Thu Sep 8 21:24:44 UTC 2005
Johnny Hughes <mailing-lists at hughesjr.com>

On Thu, 2005-09-08 at 16:05 -0500, Les Mikesell wrote:
> On Thu, 2005-09-08 at 14:30, Bryan J. Smith wrote:
> 
> > I have to agree with someone else's post ... simple put (in
> > my own words) ...
> > 
> >   What is it that you don't understand about
> >   the "costs" of configuration management?
> 
> The part I don't understand is why the tool built for the
> purpose doesn't do what everyone needs it to do.  Is that
> simple enough?  Yes, I know I can build my own system.  I
> know there are workarounds.  I'd rather not. 

Yum is not designed for configuration management ... unless you want to
update to the latest releases in the repo.  In that case, it works
perfectly.

If you want to artificially place limits on the repo, (ie ... this is
stable, this is not) ... then you have to create your own repo.

When we release an update, it is considered stable by RedHat.  Up you
run up2date from RedHat, it will update you to the exact same versions
that you get from CentOS.

I am not understanding what your issue with the repos or the tool is.

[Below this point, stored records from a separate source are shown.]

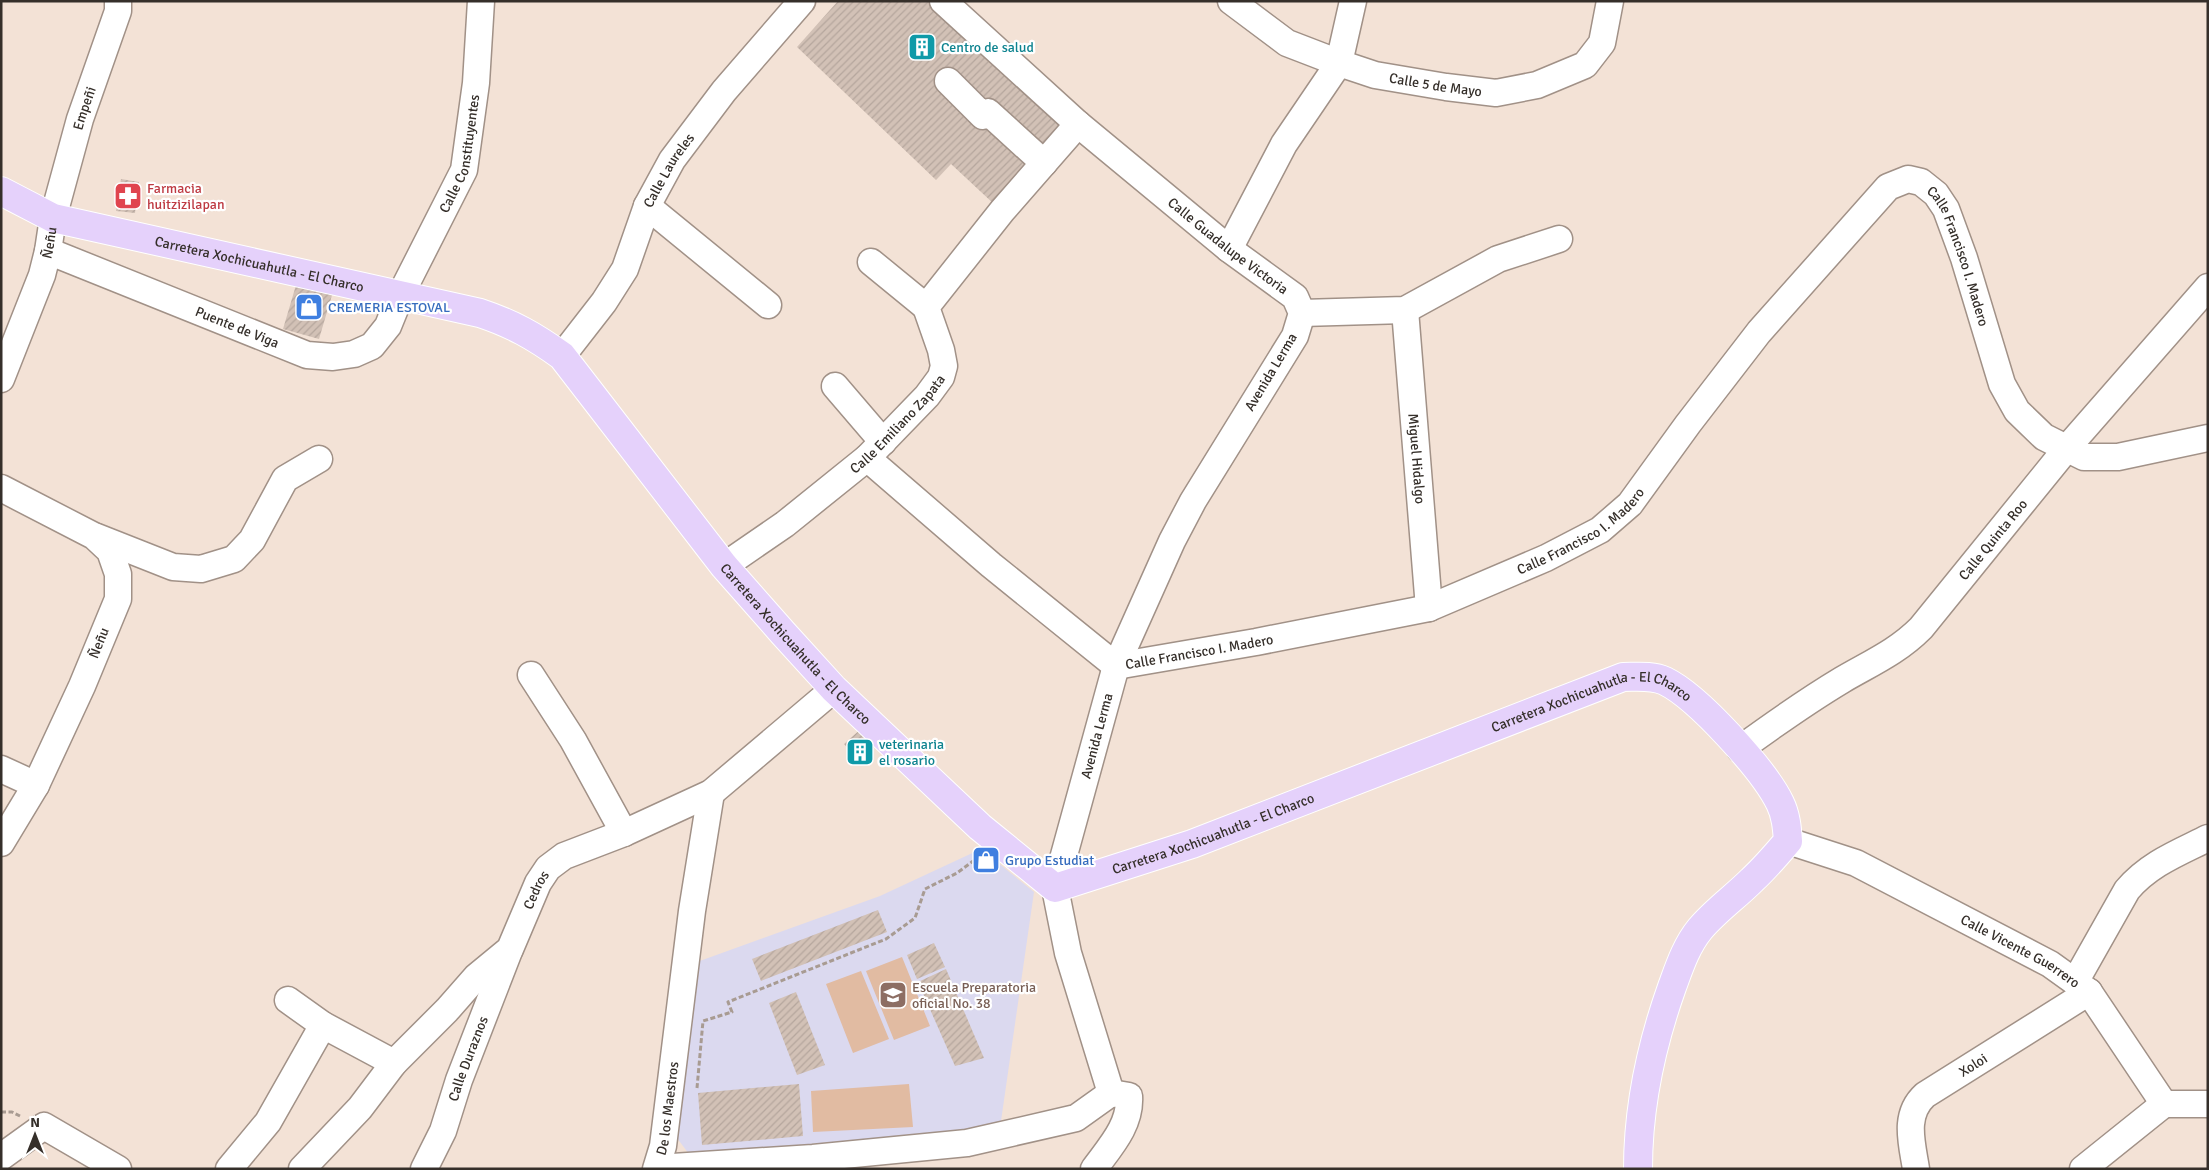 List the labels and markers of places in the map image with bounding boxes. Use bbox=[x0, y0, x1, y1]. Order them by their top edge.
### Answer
building icon: Centro de salud bbox=[907, 32, 937, 62]
place label: Centro de salud bbox=[941, 39, 1034, 56]
place label: Farmacia huitzizilapan bbox=[147, 180, 225, 213]
pharmacy icon: Farmacia huitzizilapan bbox=[113, 181, 143, 211]
shop icon: CREMERIA ESTOVAL bbox=[294, 292, 324, 322]
place label: CREMERIA ESTOVAL bbox=[328, 299, 450, 316]
place label: veterinaria el rosario bbox=[879, 736, 944, 769]
building icon: veterinaria el rosario bbox=[845, 737, 875, 767]
shop icon: Grupo Estudiat bbox=[971, 845, 1001, 875]
place label: Grupo Estudiat bbox=[1005, 852, 1094, 869]
place label: Escuela Preparatoria oficial No. 38 bbox=[912, 979, 1036, 1012]
school or university icon: Escuela Preparatoria oficial No. 38 bbox=[878, 980, 908, 1010]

Yum update works exactly like up2date -u from RHEL ... you update
something and it is updated.

> 
> > > Compare it to how you get a set of consistent updates from
> > > a cvs repository where someone has tagged the 'known good'
> > > states as the changes were added.
> > 
> > Who says you can_not_ just use RCS/CVS/Subversions to track
> > changes to your test system's RPM database and feed those
> > into YUM ... HMMMMMM?!?!?! (hint, hint, hint, big-@$$ hint
> 
> I could keep rolling my own tarballs like I used to also.  The
> question is why everyone who is responding thinks it is a
> good thing or at least expected that a new system designed
> to manage packages does not do the simple and needed thing
> that cvs has always done to make it possible to make updates
> consistent and repeatable out of a changing repository.